Sem nunca se ter arvorado em guru de nenhuma seita de historiadores, Duby sempre praticou uma generosidade desinteressada. Num mundo acadêmico muitas vezes enrustido no particularismo regional e temático, interessava-se intensamente pelo presente e pela pintura moderna, dando aulas sobre Cézanne, depois de passear com seus estudantes pela montanha Sainte-Victoire, tema recorrente dos quadros do pintor oitocentista.

Como outros estudiosos do passado de seu continente, ele nunca acreditou que o comunismo fosse criar raízes na Europa do Leste. Em plena Guerra Fria, quando a maioria dos intelectuais do Leste Europeu – tachados de inocentes úteis ou de pérfidos comunistas – era objeto de esconjuros, Duby, junto com outros universitários franceses, organizava conferências históricas com especialistas húngaros, poloneses e checos, mantendo vivos os ideais europeus de liberdade.

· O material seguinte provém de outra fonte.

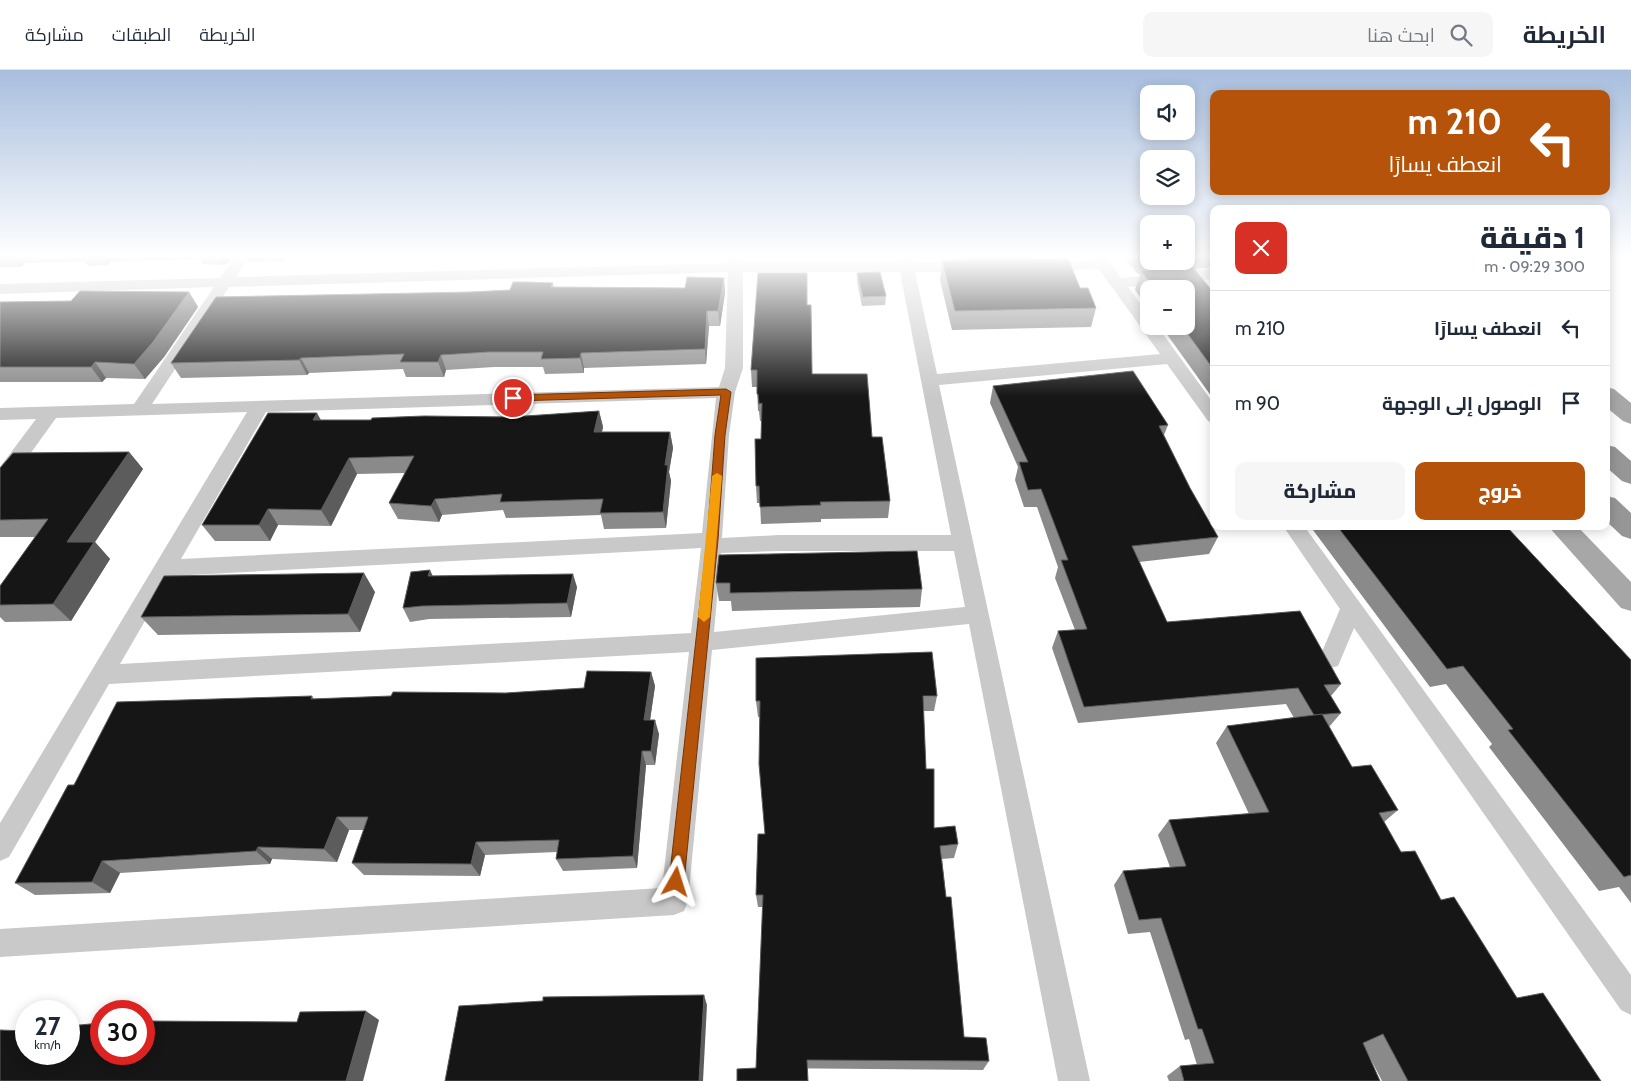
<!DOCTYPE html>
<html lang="ar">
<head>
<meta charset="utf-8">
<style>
	:root { --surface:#fff; --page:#f6f6f7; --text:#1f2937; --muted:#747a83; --line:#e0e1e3; --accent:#b45309 }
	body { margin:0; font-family:Cabin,Cairo,sans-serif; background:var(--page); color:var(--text); direction:rtl; height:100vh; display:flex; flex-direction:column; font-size:19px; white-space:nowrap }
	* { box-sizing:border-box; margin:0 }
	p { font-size:16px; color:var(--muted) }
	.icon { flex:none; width:28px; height:28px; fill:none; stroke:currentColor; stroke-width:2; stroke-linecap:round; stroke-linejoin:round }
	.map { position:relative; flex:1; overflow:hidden; direction:ltr }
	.sheet { position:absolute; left:1210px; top:135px; width:400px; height:325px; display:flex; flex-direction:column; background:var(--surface); border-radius:10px; box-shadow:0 2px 12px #0003; direction:rtl }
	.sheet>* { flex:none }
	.banner { position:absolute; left:1210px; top:20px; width:400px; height:105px; border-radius:10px; box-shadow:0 2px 12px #0003; direction:rtl; background:#b45309; color:#fff; overflow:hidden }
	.controls { position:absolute; left:1140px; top:15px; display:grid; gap:10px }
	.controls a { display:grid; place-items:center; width:55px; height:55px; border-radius:10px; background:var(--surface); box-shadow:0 2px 12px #0003; font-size:25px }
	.speed { position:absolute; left:15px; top:930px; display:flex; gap:10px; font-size:25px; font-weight:700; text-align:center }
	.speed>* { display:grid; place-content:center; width:65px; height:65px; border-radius:50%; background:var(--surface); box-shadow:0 2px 12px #0003; line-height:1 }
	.speed small { font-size:12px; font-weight:400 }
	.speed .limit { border:8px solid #d22; background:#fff; color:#111 }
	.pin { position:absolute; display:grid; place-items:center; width:42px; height:42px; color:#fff; margin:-21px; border:2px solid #fff; border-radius:50%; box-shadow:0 1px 5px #0007 }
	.me { position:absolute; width:55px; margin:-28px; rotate:6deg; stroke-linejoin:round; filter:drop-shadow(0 0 4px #0008) }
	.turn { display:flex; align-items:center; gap:18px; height:105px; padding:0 25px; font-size:22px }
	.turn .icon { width:65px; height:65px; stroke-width:2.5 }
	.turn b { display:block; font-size:35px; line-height:42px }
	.round { display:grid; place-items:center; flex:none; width:52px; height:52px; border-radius:10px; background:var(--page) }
	.summary { display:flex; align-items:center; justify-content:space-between; height:85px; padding:0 25px }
	h1 { font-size:30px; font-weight:800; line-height:38px }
	.action { display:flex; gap:10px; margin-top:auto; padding:10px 25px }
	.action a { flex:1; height:58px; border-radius:10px; background:var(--accent); color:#fff; font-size:20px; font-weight:800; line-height:58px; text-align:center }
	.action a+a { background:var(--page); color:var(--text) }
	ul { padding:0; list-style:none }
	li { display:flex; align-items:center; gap:15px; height:75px; padding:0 25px; border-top:1px solid var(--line) }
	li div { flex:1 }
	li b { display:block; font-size:19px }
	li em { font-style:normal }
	header { display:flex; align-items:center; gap:30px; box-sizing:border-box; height:70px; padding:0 25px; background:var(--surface); border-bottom:1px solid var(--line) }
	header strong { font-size:24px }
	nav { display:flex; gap:28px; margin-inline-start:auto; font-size:18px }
	.search { width:350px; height:45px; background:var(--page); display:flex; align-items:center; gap:12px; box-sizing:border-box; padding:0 18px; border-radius:10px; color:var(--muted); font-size:19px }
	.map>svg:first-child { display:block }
</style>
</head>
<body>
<header>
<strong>الخريطة</strong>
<div class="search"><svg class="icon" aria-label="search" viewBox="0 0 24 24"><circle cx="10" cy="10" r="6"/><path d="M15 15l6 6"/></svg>ابحث هنا</div>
<nav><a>الخريطة</a><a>الطبقات</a><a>مشاركة</a></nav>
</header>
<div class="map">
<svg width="1631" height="1011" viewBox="0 0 1631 1011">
	<rect width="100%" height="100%" fill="#fff"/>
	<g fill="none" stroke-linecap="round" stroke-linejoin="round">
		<g fill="#c9c9c9" fill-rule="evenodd">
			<path d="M236 185H250L236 207 728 193 729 185H743V192H898L897 185H911L913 192 974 194 977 197 969 202H915L937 304 1160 284 1099 199 1042 201 1037 199 1034 196 1037 193 1093 190 1090 185H1105L1121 208 1214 199V209L1128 217 1149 245V256H1157L1214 334V353L1208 351 1167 294 939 315 1090 1011H1058L969 554 712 580 688 831 684 841 674 845 0 887V859L662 818 689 582 109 614 9 787 0 791V753L247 342 56 348 7 416 0 418V397L36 349 0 350V338L134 334 214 217 0 224V214L220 208ZM728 202 725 298 719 317 152 334 229 217ZM743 202H900L951 465H779L722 468 729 365 735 322 743 298ZM716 328 702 463 181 489 266 342ZM701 478 691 563 120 594 171 506ZM779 481H954L965 537 714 562 721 483Z"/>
			<path d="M1283 456H1304L1631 905V945L1621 940 1354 558 1338 596 1330 598 1322 596 1319 589 1340 539Z"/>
		</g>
		<g fill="#a7a7a7" fill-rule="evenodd">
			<path d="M1606 317 1614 319 1631 333V354L1623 351 1606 337Z"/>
			<path d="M1548 456H1577L1631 512V541L1621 538Z"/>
		</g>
		<g fill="#969696" fill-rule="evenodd">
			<path d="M1606 375 1615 377 1631 391V414L1622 411 1606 397Z"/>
			<path d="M1606 426 1615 428 1631 443V469L1622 466 1606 451Z"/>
		</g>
	</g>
	<g fill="#8a8a8a">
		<path d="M0 185H234L229 192 223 195 203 194 200 189 110 192 107 195 88 196 85 192 25 193 21 197H0Z"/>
		<path d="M244 185H404L286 186 283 191 248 192Z"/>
		<path d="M953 185H1031L1033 189 1080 218 1096 238 1091 257 952 260 940 210 942 191 956 190Z"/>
		<path d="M1122 185H1149V191H1186V185H1214V197L1194 199 1214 223V330L1161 256H1186V219H1149V239L1135 220 1140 204H1138Z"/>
		<path d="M857 203 886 226 885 235 862 236 857 212Z"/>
		<path d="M724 208 725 223 720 256H709L706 294 584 298V303L545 304 543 297H494L446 300 444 307H406L403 299 309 303 307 305 181 308 171 293 470 222 510 220 553 213 554 217 685 218Z"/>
		<path d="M189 222 198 237 164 287 145 309 106 308 102 312H0V232L71 231Z"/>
		<path d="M807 235 812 304 872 367 890 431 888 448 821 449V452L761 454 760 433H757L756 416 761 369 762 351H760L759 341H758L757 317H752L751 300Z"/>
		<path d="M993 316 1168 355 1164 365 1190 418 1218 467 1209 484 1139 492 1167 552 1341 614 1331 626 1341 643 1329 657 1352 697 1398 740 1384 752 1401 782 1441 830 1517 928 1601 1011H1382L1367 982 1380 1011H1169L1167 1006 1180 996 1197 995 1189 969 1185 970 1150 862 1128 864 1114 815 1123 801 1170 797 1158 765 1169 750 1249 744 1216 673 1227 656 1294 648 1286 634 1078 653 1052 578 1058 561 1075 560 1055 508 1058 497 1037 437H1024L1015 410 1018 397 990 333Z"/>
		<path d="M599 341 603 357 602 362H670L673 378 669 402 671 411 666 458 604 459 601 445 506 448 503 440 442 445 439 452 398 449 389 433 405 403 357 404 331 456 278 455 270 471H215L202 455 321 350H371L511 347Z"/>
		<path d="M129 382 143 399 95 472 110 489 71 551 5 552 0 547V516L35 467H0V398Z"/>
		<path d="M1310 456H1506L1631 590V833L1619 817 1599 821 1489 677 1492 674 1446 614 1430 617Z"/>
		<path d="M719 485 922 519 920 537 732 541 731 531H719L716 513Z"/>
		<path d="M433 506 577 517 571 547 429 549 410 552 403 538Z"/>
		<path d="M375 522 360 562 158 565 141 547Z"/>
		<path d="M651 602 655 616 650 650 659 664 655 695H646L637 798 563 801 556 789 557 782 485 785 480 806 364 805 352 793 364 760H349L337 792 272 789 270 794 120 803 110 823 35 825 15 813 74 715 312 626 314 629 506 623 584 618Z"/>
		<path d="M937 626 934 641H923L926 699 934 758 958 774 954 788 942 789 946 827 964 967 989 991 983 1000 756 998 763 837H758L756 825 765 764 760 647H758L756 631Z"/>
	</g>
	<g fill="#5c5c5c">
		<path d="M12 185H18L25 193 21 197Z"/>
		<path d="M101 185H105L110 192 107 195Z"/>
		<path d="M218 185H234L229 192 223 195Z"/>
		<path d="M280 185H286V186L283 191Z"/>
		<path d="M724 208 725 223 720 256 718 241Z"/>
		<path d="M189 222 198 237 164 287 145 309 134 294Z"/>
		<path d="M707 241 709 256 706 294 705 279Z"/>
		<path d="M581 283 584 298V303L580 288Z"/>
		<path d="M441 285 446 300 444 307 438 292Z"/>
		<path d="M301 288 309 303 307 305 299 290Z"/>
		<path d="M95 292 106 308 102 312 91 297Z"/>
		<path d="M599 341 603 357 598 378 594 362Z"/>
		<path d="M317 343 326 359 313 350Z"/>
		<path d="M670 362 673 378 669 402 671 411 666 458 663 442 665 395Z"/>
		<path d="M129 382 143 399 95 472 110 489 71 551 53 534 67 472Z"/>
		<path d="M349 388 357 404 331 456 321 440Z"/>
		<path d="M435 429 442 445 439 452 431 436Z"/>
		<path d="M268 439 278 455 270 471 259 455Z"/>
		<path d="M430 500 436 513 428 506Z"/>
		<path d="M364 503 375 522 360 562 348 544Z"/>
		<path d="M573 504 577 517 571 547 567 533Z"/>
		<path d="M651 602 655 616 648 664 644 650Z"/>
		<path d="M655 650 659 664 655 695 651 681Z"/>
		<path d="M642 681 646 695 637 798 633 786Z"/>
		<path d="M337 747 349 760 337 792 324 779Z"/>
		<path d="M476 772 485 785 480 806 471 794Z"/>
		<path d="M258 777 272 789 270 794 256 781Z"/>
		<path d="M102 791 120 803 110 823 92 812Z"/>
		<path d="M704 925 707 935 703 1011H699Z"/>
		<path d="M366 941 379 950 363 1011H346Z"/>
	</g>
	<g fill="#161616" stroke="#5c5c5c">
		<path d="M965 185H1031L1033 189 1068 188 1080 218H1088L1096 238 955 241 942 191 967 190Z"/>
		<path d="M1191 195 1214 223V300L1182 256H1186V219H1154L1141 201Z"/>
		<path d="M880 202 886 226 863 227 857 203Z"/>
		<path d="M758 203H807V235H811L812 304H867L872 367H882L890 431 820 432 821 435 760 437 759 416H756L755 369H761L762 333 759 334 758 324H757V300H751Z"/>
		<path d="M687 207 724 208 718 241H707L705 279 581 283 580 288 541 289 543 282H489L441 285 438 292H400L404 284 301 288 299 290 171 293 216 227 470 222 510 220 513 212H528L553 213 551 217 685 218Z"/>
		<path d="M80 221 189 222 153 272 134 294 95 292 91 297H0V232L71 231Z"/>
		<path d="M1133 301 1168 355 1159 356 1190 418 1218 467 1132 476 1167 552 1300 541 1341 614 1324 615 1341 643 1314 645 1298 618 1084 637 1058 561 1087 559 1061 490H1068L1041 419 1028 420 1019 392H1028L993 316Z"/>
		<path d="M599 341 594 362H670L665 395H668L663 442 600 443 603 429 500 432 502 424 435 429 431 436 389 433 414 386 349 388 321 440 268 439 259 455H202L268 343H317L313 350H371L372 348 424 346 511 347Z"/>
		<path d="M129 382 67 472H94L53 534 0 535V516L48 449 0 450V398L13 383Z"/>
		<path d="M1337 456H1506L1631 590V805L1624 807 1508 660 1513 659 1463 596 1447 599Z"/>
		<path d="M917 481 922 519 730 523V513H716L719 485Z"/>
		<path d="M430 500 428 506 573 504 567 533 422 536 403 538 411 502Z"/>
		<path d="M364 503 348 544 141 547 164 506Z"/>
		<path d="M932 582 937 626H923L926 699H934V758L955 756 958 774 940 776 946 827H951L964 967 986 968 989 991 807 990 808 1011H737V999L756 998 763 825H756L758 764H765L759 694 760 631H756V588Z"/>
		<path d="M587 601 651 602 644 650H655L651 681H642L633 786 556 789 559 770 476 772 471 794 352 793 368 747H337L324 779 258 777 256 781 102 791 92 812 15 813 68 715H74L117 632 312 626 311 629 391 626 393 622 506 623 584 618Z"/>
		<path d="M1322 644 1352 697 1371 695 1398 740 1379 743 1401 782 1415 781 1441 830 1454 827 1517 928 1543 923 1601 1011H1408L1383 964 1363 973 1380 1011H1184L1180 996 1214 993 1202 959H1198L1161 848 1139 850 1123 801 1186 796 1169 750 1269 742 1227 656Z"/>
		<path d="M704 925 699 1011H445L459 936 543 931V927Z"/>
		<path d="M366 941 346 1011H0V960L26 961V984H69V956L101 953V984H144V951L297 952 300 942Z"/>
	</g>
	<linearGradient id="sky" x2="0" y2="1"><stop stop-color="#a8bede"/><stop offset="0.57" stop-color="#fff"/><stop offset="1" stop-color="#fff" stop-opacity="0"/></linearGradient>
	<rect width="1631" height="327" fill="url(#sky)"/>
	<path fill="#b45309" stroke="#753606" d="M726 319 731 322 725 365 718 470 684 812 681 817 676 819 671 817 669 812 707 470 715 365 721 325 513 331 508 328 513 325Z"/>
	<path fill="#f59e0b" d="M717 403 722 406 710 547 704 552 698 547 712 406Z"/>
</svg>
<div class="controls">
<a><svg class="icon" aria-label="sound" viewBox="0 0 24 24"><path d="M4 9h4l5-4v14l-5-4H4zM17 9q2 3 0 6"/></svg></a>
<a><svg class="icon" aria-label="layers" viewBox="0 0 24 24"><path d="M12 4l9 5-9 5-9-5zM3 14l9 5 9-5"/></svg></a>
<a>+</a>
<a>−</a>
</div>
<div class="speed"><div>27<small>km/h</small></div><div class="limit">30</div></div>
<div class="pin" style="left:513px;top:328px;background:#d93025"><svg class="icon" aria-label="arrive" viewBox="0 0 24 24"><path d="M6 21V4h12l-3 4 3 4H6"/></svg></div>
<svg class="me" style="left:676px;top:812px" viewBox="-20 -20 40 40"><path d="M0-17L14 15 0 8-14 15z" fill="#b45309" stroke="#fff" stroke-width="4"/></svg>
<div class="banner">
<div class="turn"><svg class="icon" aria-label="left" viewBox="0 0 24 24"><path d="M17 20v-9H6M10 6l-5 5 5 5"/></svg><div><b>210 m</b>انعطف يسارًا</div></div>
</div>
<section class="sheet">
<div class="summary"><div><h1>1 دقيقة</h1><p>300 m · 09:29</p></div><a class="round" style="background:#d93025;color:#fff"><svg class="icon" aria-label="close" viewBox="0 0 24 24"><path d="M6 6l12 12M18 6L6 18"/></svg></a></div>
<ul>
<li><svg class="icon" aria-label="left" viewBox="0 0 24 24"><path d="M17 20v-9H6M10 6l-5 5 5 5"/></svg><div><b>انعطف يسارًا</b></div><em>210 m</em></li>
<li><svg class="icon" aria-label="arrive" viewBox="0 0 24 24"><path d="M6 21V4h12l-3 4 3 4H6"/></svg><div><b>الوصول إلى الوجهة</b></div><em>90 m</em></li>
</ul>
<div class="action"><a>خروج</a><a>مشاركة</a></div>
</section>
</div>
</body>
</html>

Bronislaw Geremek, futuro dirigente da Polônia pós-comunista e importante autor de estudos sobre a Paris medieval, entreteve um diálogo fraternal e frutuoso com Georges Duby durante esses anos difíceis.

São Francisco – Atento aos historiadores mais jovens, Duby conservou até o fim de sua vida laços afetivos com a liderança estudantil que o azucrinara com cobranças ideológicas nas agitações de maio de 1968. Seus livros e seus programas de televisão sobre as catedrais levaram a reflexão mais erudita a um vasto público. Fora da Europa, sua obra conheceu um sucesso por vezes inesperado. No Japão, onde o culto dos guerreiros samurais faz parte do patrimônio cultural da nação, sua biografia de Guilherme Marechal, um campeão dos torneios medievais do século XIII, teve grande impacto.

No Brasil, o livro O Ano Mil, que escreveu sobre o pânico nascido entre os cristãos europeus às vésperas do fim do primeiro milênio, é obra obrigatória nas prateleiras das livrarias de assuntos esotéricos. Mas foi naturalmente na França que seus escritos tiveram maior repercussão. Inseguros dentro do novo país plurinacional que se forma no seio da União Europeia, os franceses, guiados pelos livros e pelas conferências televisionadas de Duby, redescobriram a herança de sua civilização camponesa, que construiu grandes monumentos da arte ocidental.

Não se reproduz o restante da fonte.